Early death link to learning disabilities 'shocking'
People with learning disabilities die on average 16 years earlier than they should, due to NHS failings, according to official research.
The Department of Health, which commissioned the work, says this is unacceptable.
The deaths occur due to delays or problems investigating, diagnosing and treating illnesses.
The charity Mencap estimates 1,200 people with learning disabilities under NHS care die needlessly each year.
The Bristol University researchers who carried out the work looked at all deaths over a two-year period at five primary care trust areas in the south-west of England.

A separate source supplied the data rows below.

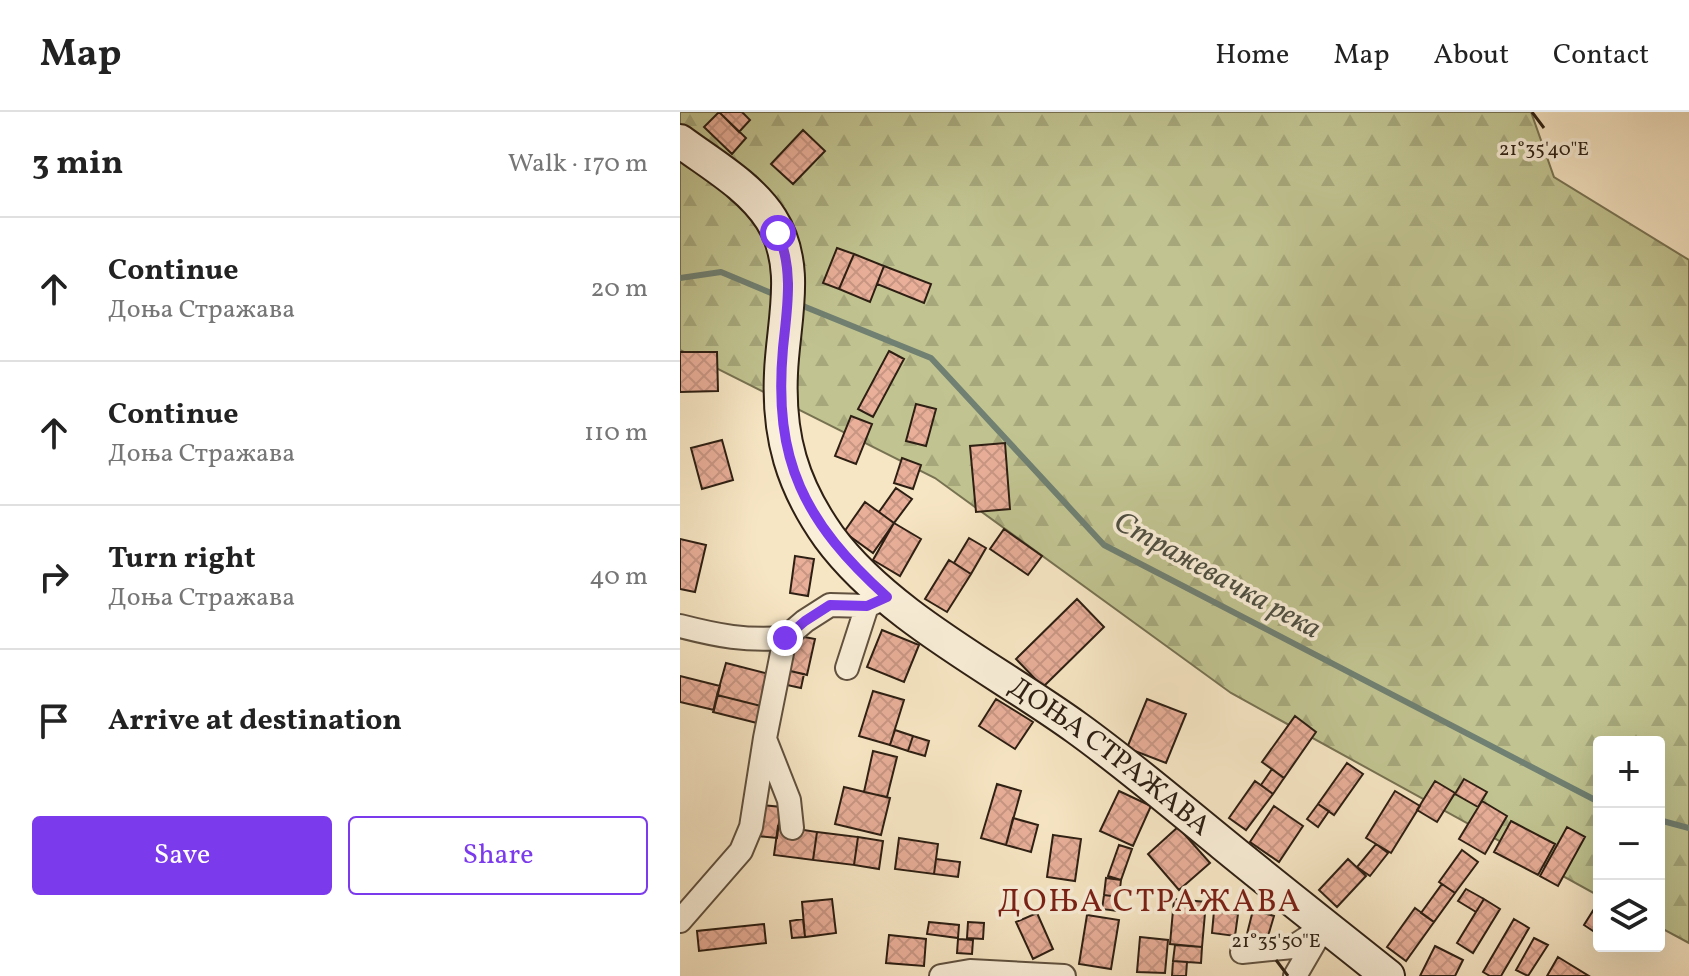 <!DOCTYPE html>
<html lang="en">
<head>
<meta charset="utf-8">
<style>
  body { margin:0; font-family:Vollkorn,serif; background:#f6f6f6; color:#222 }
  .controls { position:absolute; right:24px; bottom:24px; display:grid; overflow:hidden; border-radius:8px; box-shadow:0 8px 32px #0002 }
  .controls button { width:72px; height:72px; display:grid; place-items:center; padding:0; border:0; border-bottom:2px solid #e0e0e0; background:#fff; color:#222; font:40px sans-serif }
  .stop { position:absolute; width:24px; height:24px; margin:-18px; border:6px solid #7c3aed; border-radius:50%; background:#fff }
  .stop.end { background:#7c3aed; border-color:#fff; box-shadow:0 2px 8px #0008 }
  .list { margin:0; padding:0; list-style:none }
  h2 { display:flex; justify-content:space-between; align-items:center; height:104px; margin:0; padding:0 32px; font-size:34px }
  h2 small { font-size:26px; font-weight:400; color:#767676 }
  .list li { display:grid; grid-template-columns:52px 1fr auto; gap:24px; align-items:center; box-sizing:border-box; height:144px; padding:0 32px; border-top:2px solid #e0e0e0 }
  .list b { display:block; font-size:30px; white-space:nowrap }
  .list p { margin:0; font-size:26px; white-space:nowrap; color:#767676 }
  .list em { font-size:26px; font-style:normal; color:#767676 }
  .actions { display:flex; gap:16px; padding:24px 32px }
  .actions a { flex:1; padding:18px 0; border:2px solid #7c3aed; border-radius:8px; text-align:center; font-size:28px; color:#7c3aed }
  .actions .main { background:#7c3aed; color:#fff }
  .icon { flex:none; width:44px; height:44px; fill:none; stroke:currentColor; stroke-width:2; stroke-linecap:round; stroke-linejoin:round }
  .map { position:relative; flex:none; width:1009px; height:864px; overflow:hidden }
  header { display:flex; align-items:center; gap:48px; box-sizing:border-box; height:112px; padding:0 40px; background:#fff; border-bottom:2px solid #e0e0e0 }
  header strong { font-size:38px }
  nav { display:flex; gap:44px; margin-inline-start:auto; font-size:28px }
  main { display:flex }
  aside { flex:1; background:#fff }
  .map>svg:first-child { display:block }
  .forest { fill:url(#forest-firs); stroke:#777252; stroke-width:2 }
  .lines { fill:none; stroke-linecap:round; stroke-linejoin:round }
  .stream { stroke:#708072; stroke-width:6 }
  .building { fill:url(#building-cross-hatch); stroke:#2d1f13; stroke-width:2 }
  .minor-casing { stroke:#60513f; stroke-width:26 }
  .secondary-casing { stroke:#2d1f13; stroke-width:36 }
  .minor { stroke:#faefd9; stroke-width:22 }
  .secondary { stroke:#faefd9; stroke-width:32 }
  .route { stroke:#7c3aed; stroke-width:10 }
  .ticks { fill:none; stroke:#2d1f13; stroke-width:3 }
  .labels { text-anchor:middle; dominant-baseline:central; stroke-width:7; stroke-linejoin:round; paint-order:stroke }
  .street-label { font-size:28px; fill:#2d1f13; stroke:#faefd9 }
  .water-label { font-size:30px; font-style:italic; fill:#4f4f42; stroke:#faefd9 }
  .quarter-label { font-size:32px; letter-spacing:2px; fill:#7a1f14; stroke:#faefd9 }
  .ticks-label { font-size:20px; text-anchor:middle; fill:#2d1f13; stroke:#faefd9; stroke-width:7; stroke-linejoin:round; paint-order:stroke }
</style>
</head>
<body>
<header>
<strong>Map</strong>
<nav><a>Home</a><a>Map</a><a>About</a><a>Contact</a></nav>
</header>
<main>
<aside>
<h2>3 min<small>Walk · 170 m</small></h2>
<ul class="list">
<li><svg class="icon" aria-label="ahead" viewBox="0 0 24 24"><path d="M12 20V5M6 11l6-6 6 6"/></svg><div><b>Continue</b><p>Доња Стражава</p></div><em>20 m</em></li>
<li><svg class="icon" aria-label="ahead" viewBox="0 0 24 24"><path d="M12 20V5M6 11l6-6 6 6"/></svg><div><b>Continue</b><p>Доња Стражава</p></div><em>110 m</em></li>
<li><svg class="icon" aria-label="right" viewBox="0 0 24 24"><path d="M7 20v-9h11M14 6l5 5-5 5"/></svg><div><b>Turn right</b><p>Доња Стражава</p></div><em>40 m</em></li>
<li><svg class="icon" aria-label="arrive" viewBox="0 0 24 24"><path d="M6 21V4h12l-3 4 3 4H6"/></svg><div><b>Arrive at destination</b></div></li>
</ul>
<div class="actions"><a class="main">Save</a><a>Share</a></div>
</aside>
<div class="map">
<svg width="1009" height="864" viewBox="0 0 1009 864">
  <defs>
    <pattern id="forest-firs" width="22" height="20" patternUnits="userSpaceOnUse" patternTransform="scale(2)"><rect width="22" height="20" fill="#c1c491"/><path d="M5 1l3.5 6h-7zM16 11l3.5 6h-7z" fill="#a6a87c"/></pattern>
    <pattern id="building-cross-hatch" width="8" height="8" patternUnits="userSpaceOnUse" patternTransform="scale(2)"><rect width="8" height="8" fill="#e9af99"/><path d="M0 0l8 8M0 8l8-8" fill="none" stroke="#c89683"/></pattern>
  </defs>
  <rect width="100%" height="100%" fill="#f7e6c4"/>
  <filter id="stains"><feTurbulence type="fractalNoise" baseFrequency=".0025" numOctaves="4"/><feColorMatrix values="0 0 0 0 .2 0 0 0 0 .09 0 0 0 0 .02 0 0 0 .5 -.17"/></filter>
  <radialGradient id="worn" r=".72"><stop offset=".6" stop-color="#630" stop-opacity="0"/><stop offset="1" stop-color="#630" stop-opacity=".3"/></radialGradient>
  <!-- forest -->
  <path class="forest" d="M0,0H851L874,65L1009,148V831L979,815V630H919V784L551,581L255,366L0,238Z"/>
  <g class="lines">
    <!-- stream -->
    <path class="stream" d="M0,166L41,160L96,183
      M118,192L251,246L424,433L919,690
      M979,708L1009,716"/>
  </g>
  <!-- building -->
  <path class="building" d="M39,0H62L70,8L59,20Z
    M39,0L66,26L52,42L24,15Z
    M123,18L145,39L113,72L91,52Z
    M157,136L174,142L159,177L143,171Z
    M174,142L204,154L190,190L159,177Z
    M204,154L251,172L244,191L197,172Z
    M209,239L224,247L193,305L178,297Z
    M0,240H37L38,279L0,280Z
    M236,292L256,297L246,334L226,329Z
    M171,304L192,312L176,352L155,344Z
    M42,328L53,368L22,377L11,336Z
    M325,331L330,397L296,400L290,334Z
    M222,346L241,353L233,377L214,371Z
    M216,376L232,387L214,411L199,400Z
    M185,390L214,411L193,441L164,420Z
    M214,411L241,427L220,464L193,448Z
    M324,417L362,444L348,463L310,437Z
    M289,426L306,436L291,462L274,451Z
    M0,427L26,433L15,480L0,477Z
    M115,444L134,447L128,484L110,481Z
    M269,448L291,462L267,500L245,487Z
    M397,487L424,515L363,575L336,547Z
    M202,518L239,533L224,570L187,555Z
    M114,523L135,527L127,563L106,558Z
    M46,551L89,562L81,594L37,583Z
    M110,559L124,562L121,576L107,573Z
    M0,564L40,574L34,598L0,590Z
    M193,579L224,588L210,633L179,624Z
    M37,583L81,594L77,611L33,600Z
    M316,587L353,610L335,637L299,614Z
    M467,587L506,602L486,651L447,636Z
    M615,604L636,620L604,666L582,650Z
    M215,618L233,624L228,639L210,633Z
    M233,624L249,629L245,644L228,639Z
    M193,639L217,645L207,685L184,680Z
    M667,651L683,662L654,703L638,692Z
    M592,657L604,666L593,682L581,673Z
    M784,667L807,680L798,695L775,682Z
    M575,669L593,682L566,718L549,706Z
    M755,669L775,681L757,710L737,698Z
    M317,672L341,679L326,733L301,726Z
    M164,675L210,686L201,723L155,712Z
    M439,679L471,694L453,734L420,719Z
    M715,679L740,694L711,741L686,726Z
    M802,689L827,704L805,742L779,727Z
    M638,692L649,699L638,715L627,707Z
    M82,693L101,695L97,726L78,724Z
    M594,694L623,714L599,750L570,730Z
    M333,706L358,713L351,740L326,733Z
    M831,709L875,732L858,763L814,740Z
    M98,714L137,720L133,748L94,743Z
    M498,715L530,751L499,778L468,742Z
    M887,715L905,725L878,774L860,764Z
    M137,720L178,725L174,753L133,748Z
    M373,723L401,727L395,769L367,765Z
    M178,725L203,729L199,757L174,753Z
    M219,726L258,732L254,762L215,757Z
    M696,732L708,741L690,764L677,755Z
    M439,733L452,737L441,768L428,764Z
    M782,738L798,750L775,781L759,770Z
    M256,747L280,750L278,765L254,762Z
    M668,747L686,764L657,795L639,778Z
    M426,766L441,768L439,785L424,783Z
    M762,772L775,781L754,810L741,801Z
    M786,777L804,787L796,800L778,789Z
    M424,783L439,785L437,799L422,797Z
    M152,787L156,821L125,825L122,790Z
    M494,787L526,790L522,835L490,832Z
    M804,787L820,797L793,841L777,831Z
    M919,789V823L904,813Z
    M735,796L754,810L726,849L707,835Z
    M573,798L594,804L586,831L566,826Z
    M534,799L558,802L555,824L532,821Z
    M357,801L373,837L353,847L336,810Z
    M407,803L439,808L431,857L399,852Z
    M123,807L125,825L112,826L110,809Z
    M834,807L849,816L821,864H810L803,860Z
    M249,810L279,813L278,826L247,822Z
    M288,810L304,811L303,827L287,826Z
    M84,812L86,831L19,839L17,819Z
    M209,823L246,827L244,854L206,851Z
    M460,825L488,828L485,861L457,860Z
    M854,826L868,833L848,864L836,858Z
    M278,827L293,828L292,842L277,841Z
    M495,833L522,835L521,851L493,849Z
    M755,834L783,848L775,864H740Z
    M878,845L909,864H867Z
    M493,849L507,850L506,864H492Z"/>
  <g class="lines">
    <defs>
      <path id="minor" d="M0,514C39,524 65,529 105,526
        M167,556L187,494
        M85,627L109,688L112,716
        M0,809L61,739L71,715L85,626L105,526L125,509L150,493L187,494L207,485
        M562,840L613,835L645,814
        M261,864L290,859L384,864
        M615,864L640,821"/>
      <g id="secondary">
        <path id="s1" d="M0,29C31,52 70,74 91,107C121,154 103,209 101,261C98,324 112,373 149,425C207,504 317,558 397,616C447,652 495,693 543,732C598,777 653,820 708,864"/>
      </g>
    </defs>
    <!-- minor casing -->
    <use href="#minor" class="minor-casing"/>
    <!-- secondary casing -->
    <use href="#secondary" class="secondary-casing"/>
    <!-- minor -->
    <use href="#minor" class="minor"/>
    <!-- secondary -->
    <use href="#secondary" class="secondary"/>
  </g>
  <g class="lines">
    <!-- route -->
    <path class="route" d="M98,121C114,158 107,197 103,236C93,349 124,410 207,485L187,494L150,493L125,509L105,526"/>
  </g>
  <!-- ticks -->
  <path class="ticks" d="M852,0L864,16M596,848L608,864"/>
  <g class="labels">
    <!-- street labels -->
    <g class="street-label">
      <text stroke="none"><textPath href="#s1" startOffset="810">ДОЊА СТРАЖАВА</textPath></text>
    </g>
    <!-- water labels -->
    <g class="water-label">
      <text transform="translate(537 464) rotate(29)">Стражевачка река</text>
    </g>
    <!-- quarter labels -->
    <g class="quarter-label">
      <text x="470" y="791">ДОЊА СТРАЖАВА</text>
    </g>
  </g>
  <g class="ticks-label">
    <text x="864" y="43">21°35'40"E</text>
    <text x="596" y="835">21°35'50"E</text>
  </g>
  <rect width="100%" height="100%" filter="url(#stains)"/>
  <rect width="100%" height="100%" fill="url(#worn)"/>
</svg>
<div class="controls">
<button>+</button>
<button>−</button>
<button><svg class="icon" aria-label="layers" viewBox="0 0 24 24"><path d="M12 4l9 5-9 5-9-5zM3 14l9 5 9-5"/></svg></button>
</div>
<div class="stop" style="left:98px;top:121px"></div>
<div class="stop end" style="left:105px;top:526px"></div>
</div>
</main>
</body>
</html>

This included the deaths of 233 adults and 14 children with learning disabilities and 58 adults without learning disabilities.
And it revealed that people with learning disabilities were more likely to have a premature death than those in the general population.
Women with learning disabilities died on average 20 years earlier than other women. Men with learning disabilities died 13 years sooner.
One of the researchers, Dr Pauline Heslop, said: "These are shocking findings and must serve as a wake-up call to all of us that action is urgently required.
"This report highlights the unacceptable situation in which people with learning disabilities are dying, on average, more than 16 years sooner than anyone else.
"The cause of their premature deaths appears to be because the NHS is not being provided equitably to everyone based on need."
Basing its statistics on the new research, the charity Mencap believes the failure to properly understand the health needs of people with learning disabilities results in 1,238 people in England dying needlessly each year.
Mencap's acting chief executive Jan Tregelles, said: "A scandal of avoidable deaths on the scale of [that at the Mid-Staffordshire NHS Trust] takes place every year for people with a learning disability in the NHS.
"These deaths, caused by poor care and delays in diagnosis and treatment, highlight the scale of discrimination faced by disabled patients in the NHS."
The Bristol University academics have made several recommendations, including:
- the creation of a review body to investigate the deaths of people with learning disabilities
- a named health professional to co-ordinate the care of those with multiple health needs
- improved guidelines on when a "do not resuscitate" order should be used
In a statement, the Care And Support Minister, Norman Lamb, said: "This important and sobering report highlights, yet again, the inequalities that people with learning disabilities face with regard to their health and care.
"It is just not acceptable that people with learning difficulties have such a high risk of dying prematurely.
"The findings from this report will feed into the work going on to address the issues identified from the Winterbourne [View private hospital abuse] scandal and the Francis report [into the Mid-Staffordshire NHS Trust scandal]."